Fig. 3. Complete testicular torsion, surgically confirmed, after radical orchiectomy. (a) Transverse US image of the pathologic hemiscrotum depicts the torsed testis swollen with spherical morphology, with markedly inhomogeneous echogenicity, mainly hypoechoic. Scattered areas of increased echogenicity within the affected testicular parenchyma corresponded to haemorrhagic foci on pathology. (b,c) CDUS images of the diseased side show absence of detectable vascularisation within the torsed testis, indicating non-viability. Note, reactive hyperaemia (arrow, c) in the paratesticular space.


Conclusions

Conventional US, including grayscale and CDUS represents the primary technique for diagnostic imaging of the scrotum. Adherence to technical requirements and knowledge of the normal sonographic anatomy enhances the probability to detect and characterize scrotal abnormalities.

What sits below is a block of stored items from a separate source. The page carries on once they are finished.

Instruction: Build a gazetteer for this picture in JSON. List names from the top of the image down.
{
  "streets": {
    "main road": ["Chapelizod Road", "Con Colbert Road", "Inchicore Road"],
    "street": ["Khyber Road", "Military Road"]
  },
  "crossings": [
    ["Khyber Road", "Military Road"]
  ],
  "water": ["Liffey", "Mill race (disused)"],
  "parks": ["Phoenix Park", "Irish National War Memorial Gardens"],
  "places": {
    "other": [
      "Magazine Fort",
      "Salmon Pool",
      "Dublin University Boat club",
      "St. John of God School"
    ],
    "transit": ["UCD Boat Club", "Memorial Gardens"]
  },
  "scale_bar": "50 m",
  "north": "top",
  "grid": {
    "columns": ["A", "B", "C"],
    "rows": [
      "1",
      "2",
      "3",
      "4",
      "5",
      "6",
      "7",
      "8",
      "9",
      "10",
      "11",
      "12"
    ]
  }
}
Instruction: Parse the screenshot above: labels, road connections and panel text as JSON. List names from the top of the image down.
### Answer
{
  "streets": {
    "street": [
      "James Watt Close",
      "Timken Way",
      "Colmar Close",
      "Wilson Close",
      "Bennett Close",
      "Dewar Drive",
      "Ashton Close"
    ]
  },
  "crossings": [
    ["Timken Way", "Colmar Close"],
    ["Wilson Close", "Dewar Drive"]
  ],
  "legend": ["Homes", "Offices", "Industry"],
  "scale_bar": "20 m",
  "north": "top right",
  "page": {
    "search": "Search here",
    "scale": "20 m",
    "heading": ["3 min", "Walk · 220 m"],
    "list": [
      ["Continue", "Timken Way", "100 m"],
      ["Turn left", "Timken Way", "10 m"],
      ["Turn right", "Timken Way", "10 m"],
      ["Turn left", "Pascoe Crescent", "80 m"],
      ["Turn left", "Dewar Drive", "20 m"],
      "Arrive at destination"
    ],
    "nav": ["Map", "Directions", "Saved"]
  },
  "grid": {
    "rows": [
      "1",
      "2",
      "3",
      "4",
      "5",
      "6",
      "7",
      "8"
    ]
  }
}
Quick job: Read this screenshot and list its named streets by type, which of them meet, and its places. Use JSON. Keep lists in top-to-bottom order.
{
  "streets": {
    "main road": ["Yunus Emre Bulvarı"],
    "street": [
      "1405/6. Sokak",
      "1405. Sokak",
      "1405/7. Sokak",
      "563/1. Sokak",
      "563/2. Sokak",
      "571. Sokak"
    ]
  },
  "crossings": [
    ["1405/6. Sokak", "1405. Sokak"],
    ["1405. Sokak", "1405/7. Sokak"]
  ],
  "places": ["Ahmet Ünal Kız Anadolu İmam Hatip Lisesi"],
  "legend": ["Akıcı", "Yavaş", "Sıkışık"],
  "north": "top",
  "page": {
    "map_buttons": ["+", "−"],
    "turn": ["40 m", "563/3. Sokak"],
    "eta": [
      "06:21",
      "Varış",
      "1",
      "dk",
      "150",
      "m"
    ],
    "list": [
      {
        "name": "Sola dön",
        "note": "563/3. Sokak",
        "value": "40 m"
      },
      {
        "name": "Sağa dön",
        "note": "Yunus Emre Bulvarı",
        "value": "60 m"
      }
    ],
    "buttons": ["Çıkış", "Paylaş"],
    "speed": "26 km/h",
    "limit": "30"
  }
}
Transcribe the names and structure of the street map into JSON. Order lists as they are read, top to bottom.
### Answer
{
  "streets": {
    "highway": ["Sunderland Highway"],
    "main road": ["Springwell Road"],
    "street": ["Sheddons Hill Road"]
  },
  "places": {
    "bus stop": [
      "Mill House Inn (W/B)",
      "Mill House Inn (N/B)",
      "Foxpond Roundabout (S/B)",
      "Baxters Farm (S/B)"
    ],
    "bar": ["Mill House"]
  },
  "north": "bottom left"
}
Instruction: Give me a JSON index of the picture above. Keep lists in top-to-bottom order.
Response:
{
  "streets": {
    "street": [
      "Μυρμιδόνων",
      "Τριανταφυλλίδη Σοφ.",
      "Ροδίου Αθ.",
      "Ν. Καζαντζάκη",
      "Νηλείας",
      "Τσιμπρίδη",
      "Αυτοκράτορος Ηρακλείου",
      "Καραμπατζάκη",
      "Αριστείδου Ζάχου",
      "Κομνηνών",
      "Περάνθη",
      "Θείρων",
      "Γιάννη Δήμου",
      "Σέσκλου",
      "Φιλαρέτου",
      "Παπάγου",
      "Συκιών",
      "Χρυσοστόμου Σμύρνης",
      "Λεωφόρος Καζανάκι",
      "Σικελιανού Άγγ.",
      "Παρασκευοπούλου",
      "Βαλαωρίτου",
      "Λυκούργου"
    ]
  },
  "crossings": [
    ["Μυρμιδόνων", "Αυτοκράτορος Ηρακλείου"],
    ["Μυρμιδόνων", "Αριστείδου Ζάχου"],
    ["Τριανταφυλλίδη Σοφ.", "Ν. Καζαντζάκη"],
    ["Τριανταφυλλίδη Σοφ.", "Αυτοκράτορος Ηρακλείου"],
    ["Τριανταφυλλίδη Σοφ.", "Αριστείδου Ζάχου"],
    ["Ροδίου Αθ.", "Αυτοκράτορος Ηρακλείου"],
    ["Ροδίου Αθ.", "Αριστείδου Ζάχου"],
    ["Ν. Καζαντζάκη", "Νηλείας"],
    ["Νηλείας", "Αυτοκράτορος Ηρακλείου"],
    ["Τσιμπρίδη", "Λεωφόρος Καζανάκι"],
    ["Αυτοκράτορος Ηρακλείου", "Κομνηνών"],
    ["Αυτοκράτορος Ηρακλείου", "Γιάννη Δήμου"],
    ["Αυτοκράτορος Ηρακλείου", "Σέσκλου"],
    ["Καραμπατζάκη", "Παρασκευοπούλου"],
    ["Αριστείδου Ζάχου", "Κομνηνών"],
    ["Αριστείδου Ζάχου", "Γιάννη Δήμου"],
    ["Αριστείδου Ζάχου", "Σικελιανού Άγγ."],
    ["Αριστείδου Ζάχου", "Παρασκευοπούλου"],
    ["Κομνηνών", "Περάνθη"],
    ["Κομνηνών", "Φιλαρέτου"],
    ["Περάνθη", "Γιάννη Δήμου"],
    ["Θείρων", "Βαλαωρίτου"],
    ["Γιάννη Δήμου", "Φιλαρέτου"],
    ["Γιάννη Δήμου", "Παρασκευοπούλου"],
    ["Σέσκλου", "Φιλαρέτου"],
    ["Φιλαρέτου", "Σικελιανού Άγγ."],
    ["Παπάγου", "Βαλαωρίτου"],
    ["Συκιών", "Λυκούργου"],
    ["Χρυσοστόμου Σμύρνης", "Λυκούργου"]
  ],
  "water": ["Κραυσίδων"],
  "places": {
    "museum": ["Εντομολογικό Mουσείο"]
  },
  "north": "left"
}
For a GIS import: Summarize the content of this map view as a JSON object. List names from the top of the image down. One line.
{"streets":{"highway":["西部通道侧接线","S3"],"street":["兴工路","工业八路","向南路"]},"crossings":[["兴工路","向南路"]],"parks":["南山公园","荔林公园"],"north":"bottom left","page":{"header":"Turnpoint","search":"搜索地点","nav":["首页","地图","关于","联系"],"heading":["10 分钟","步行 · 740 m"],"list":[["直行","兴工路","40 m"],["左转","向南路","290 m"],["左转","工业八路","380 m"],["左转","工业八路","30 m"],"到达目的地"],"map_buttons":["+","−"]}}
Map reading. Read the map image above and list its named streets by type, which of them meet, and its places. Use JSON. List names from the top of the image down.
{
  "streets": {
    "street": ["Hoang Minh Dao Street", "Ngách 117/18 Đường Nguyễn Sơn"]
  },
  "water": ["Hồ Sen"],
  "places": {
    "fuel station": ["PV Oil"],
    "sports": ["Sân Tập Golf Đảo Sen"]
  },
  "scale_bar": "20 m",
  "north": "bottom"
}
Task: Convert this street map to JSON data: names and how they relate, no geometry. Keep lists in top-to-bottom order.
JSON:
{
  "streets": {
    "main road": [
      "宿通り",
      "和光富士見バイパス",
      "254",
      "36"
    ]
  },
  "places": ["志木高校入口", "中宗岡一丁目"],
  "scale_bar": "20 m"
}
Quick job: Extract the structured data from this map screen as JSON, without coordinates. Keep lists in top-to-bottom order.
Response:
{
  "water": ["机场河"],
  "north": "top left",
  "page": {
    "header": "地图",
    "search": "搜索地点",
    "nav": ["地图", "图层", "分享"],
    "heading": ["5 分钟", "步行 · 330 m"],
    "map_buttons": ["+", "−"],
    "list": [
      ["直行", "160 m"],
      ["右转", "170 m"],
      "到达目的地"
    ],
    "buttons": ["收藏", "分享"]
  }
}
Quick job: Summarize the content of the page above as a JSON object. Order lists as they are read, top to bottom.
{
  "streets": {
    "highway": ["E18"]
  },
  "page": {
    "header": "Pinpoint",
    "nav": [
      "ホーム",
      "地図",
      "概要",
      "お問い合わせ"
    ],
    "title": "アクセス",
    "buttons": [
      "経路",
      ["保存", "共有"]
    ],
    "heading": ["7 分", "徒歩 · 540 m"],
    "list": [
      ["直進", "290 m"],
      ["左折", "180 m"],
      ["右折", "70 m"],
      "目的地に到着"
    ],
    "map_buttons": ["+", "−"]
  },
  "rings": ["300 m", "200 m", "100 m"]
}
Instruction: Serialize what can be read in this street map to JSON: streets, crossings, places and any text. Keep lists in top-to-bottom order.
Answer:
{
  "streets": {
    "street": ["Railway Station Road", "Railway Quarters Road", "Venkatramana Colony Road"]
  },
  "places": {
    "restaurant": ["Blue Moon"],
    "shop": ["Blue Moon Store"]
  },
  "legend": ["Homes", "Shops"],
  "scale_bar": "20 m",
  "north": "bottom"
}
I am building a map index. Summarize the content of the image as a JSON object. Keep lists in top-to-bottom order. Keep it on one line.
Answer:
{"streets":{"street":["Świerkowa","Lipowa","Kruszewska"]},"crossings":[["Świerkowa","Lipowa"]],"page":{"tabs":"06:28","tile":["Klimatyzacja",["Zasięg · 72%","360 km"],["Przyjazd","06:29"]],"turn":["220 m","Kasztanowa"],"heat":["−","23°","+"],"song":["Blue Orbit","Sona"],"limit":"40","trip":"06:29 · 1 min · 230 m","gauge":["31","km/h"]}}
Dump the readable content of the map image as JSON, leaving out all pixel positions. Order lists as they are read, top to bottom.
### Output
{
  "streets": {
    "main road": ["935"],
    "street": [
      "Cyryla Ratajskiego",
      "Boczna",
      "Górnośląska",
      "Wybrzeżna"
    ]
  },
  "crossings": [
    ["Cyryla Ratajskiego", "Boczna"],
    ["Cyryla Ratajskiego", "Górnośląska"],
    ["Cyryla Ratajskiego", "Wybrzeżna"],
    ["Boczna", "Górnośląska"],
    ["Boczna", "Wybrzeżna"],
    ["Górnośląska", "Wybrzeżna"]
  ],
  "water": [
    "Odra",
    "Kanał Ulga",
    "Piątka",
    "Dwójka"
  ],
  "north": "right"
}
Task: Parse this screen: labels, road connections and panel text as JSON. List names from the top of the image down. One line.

US is the first imaging examination for the assessment of acute scrotum, often permitting discrimination between entities requiring urgent surgery, such as, testicular torsion from those that can be treated conservatively. US represents the first-line diagnostic tool for imaging scrotal trauma. The technique is highly accurate in determining the location of a scrotal mass and in detecting testicular germ cell tumors. The vast majority of small, impalpable testicular masses, incidentally found on US, without microliths or hypoechoic areas are benign. Radiologists should be familiar to the US findings of...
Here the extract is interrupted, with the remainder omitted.